Find and copy each line of the records where the string "green" shows up.

(Listed entries begins)

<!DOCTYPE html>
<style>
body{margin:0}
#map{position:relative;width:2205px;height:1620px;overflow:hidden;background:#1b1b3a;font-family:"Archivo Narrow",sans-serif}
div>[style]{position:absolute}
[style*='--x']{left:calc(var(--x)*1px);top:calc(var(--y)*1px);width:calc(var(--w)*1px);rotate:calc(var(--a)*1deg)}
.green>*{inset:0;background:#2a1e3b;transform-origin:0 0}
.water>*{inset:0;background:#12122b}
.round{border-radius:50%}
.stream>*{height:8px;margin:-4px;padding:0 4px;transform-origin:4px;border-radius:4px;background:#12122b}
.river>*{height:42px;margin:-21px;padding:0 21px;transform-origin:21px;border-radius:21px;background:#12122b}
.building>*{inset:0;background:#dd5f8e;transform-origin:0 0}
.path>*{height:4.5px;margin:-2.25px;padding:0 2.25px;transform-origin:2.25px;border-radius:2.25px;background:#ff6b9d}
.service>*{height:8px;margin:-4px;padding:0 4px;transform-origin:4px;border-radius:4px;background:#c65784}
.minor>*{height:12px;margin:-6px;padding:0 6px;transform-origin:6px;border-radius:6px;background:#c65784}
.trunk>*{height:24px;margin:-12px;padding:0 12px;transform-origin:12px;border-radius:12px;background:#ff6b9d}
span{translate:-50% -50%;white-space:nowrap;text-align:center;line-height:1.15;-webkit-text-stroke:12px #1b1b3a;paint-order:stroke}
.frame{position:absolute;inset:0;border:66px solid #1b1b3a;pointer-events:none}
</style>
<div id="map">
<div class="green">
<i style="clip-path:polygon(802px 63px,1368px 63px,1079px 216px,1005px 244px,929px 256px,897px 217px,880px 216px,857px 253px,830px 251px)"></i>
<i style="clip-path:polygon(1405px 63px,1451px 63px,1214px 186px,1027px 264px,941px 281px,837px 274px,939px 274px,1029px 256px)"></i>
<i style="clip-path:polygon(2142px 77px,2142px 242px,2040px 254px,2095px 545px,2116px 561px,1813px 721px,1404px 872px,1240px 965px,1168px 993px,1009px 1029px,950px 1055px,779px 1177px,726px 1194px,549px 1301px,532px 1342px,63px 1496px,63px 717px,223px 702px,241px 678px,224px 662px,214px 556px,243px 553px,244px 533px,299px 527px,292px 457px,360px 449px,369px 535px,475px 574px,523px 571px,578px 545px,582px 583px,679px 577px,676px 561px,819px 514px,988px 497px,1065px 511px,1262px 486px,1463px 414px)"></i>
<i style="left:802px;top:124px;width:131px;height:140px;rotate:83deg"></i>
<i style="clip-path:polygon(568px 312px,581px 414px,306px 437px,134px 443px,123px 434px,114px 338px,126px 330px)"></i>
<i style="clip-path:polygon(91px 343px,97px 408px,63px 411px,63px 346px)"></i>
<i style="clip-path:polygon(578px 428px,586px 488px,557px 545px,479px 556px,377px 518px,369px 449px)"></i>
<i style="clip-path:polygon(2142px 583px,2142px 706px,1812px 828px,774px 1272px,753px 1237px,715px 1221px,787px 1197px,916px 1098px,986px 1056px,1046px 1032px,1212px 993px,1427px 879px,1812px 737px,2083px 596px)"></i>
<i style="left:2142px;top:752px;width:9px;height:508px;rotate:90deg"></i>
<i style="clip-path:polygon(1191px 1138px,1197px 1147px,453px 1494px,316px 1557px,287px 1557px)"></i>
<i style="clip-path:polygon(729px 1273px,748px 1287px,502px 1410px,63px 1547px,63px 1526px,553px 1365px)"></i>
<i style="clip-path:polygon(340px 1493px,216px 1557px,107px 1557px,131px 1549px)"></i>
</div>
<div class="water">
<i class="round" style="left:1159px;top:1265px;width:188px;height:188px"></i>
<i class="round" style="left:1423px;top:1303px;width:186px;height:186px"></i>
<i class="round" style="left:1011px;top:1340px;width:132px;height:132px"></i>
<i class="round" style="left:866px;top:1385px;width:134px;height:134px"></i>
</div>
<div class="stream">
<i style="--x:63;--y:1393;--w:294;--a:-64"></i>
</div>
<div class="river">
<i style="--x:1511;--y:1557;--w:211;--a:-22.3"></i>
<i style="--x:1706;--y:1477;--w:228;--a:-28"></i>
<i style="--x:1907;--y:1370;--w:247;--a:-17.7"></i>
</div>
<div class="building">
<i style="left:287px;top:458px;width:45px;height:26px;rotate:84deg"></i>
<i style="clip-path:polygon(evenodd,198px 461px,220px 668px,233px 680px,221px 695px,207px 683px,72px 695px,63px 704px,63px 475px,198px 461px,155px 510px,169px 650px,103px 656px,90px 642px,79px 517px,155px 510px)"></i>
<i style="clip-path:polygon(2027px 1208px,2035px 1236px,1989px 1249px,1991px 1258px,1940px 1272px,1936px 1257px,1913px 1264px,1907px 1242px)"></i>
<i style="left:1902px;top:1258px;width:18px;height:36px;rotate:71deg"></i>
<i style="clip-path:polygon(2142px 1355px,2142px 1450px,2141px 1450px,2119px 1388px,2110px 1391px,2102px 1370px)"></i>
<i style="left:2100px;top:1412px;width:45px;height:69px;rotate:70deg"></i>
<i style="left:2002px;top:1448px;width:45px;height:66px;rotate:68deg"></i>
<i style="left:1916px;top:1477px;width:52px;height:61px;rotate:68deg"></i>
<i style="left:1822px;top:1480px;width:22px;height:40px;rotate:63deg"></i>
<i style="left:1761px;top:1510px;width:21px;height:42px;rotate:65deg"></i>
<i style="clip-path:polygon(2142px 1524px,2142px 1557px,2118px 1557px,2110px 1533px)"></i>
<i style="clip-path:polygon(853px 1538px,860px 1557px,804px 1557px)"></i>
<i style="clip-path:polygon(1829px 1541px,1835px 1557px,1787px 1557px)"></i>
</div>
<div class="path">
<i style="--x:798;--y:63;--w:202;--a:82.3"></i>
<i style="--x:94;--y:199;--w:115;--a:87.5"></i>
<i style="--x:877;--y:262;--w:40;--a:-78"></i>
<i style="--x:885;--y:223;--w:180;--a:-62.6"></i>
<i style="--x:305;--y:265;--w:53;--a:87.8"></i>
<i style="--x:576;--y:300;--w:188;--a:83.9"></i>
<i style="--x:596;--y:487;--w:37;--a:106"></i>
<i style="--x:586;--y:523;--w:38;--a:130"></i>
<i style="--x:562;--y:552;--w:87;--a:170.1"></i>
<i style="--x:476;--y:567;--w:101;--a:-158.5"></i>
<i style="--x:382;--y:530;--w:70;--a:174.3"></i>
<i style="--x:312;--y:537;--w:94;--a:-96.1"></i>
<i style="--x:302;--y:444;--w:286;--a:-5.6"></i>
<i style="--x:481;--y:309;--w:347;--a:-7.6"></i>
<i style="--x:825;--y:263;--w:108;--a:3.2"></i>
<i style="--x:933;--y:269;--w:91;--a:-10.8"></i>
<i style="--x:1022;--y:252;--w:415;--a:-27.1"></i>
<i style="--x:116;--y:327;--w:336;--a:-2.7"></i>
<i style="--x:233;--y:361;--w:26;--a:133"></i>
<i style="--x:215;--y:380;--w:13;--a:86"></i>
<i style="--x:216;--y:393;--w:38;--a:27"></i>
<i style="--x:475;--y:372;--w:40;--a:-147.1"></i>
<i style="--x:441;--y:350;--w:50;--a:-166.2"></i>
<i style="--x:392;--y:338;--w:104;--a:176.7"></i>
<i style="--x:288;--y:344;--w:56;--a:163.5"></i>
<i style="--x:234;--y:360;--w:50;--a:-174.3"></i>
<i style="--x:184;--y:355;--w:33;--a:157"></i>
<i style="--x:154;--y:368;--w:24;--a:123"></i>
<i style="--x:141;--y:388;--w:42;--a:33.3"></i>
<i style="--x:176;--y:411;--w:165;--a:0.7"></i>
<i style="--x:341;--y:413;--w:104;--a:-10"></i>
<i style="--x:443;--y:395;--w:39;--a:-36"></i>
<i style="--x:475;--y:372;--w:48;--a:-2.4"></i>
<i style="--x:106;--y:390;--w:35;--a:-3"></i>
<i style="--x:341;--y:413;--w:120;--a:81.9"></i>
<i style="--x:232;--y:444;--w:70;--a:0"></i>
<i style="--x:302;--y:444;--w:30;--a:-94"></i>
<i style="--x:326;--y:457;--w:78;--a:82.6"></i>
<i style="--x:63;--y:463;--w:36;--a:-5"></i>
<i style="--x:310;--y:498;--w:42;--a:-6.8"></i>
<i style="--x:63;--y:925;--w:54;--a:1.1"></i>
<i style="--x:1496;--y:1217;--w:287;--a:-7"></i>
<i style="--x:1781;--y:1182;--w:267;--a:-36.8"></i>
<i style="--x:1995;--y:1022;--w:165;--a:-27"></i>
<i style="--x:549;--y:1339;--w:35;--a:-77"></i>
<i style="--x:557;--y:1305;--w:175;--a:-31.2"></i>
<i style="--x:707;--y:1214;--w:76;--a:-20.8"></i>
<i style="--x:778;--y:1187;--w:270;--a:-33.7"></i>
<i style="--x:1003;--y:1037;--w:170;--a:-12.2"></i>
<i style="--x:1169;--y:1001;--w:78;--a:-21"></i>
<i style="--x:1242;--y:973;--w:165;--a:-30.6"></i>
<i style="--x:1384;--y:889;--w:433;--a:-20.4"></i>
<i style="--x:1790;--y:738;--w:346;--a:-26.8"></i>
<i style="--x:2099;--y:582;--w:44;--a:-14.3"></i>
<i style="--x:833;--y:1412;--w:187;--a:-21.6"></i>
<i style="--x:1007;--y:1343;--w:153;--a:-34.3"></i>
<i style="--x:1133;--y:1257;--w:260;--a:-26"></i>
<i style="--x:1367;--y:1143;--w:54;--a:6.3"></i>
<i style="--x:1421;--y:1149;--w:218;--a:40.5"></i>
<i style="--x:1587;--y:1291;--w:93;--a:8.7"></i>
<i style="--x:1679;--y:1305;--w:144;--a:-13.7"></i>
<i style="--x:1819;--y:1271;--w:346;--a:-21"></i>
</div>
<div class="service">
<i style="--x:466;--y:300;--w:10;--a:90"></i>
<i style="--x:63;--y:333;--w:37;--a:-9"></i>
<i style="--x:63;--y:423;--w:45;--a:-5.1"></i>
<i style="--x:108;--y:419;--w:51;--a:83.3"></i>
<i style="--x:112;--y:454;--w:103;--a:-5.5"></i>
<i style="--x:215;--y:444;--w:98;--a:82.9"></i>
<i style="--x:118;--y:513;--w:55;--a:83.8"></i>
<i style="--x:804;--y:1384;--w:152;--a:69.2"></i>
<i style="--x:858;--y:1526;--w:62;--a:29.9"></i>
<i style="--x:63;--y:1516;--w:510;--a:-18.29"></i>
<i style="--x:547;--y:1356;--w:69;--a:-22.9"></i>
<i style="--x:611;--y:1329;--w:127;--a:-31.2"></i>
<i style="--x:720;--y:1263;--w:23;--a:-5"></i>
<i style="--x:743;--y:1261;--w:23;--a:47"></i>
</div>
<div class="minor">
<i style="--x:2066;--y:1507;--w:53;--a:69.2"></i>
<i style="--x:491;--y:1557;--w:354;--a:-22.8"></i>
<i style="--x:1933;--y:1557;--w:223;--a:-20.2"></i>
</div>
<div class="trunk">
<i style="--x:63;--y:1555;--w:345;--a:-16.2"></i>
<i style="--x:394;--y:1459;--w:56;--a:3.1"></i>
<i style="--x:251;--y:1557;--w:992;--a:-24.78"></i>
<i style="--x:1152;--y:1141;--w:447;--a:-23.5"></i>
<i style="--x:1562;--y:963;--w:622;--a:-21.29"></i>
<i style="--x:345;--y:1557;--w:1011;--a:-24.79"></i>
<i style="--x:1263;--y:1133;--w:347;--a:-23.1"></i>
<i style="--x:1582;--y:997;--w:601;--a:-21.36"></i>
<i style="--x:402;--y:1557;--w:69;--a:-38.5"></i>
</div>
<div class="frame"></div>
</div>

(Listed entries ends)

## [Completed task]
.green>*{inset:0;background:#2a1e3b;transform-origin:0 0}
<div class="green">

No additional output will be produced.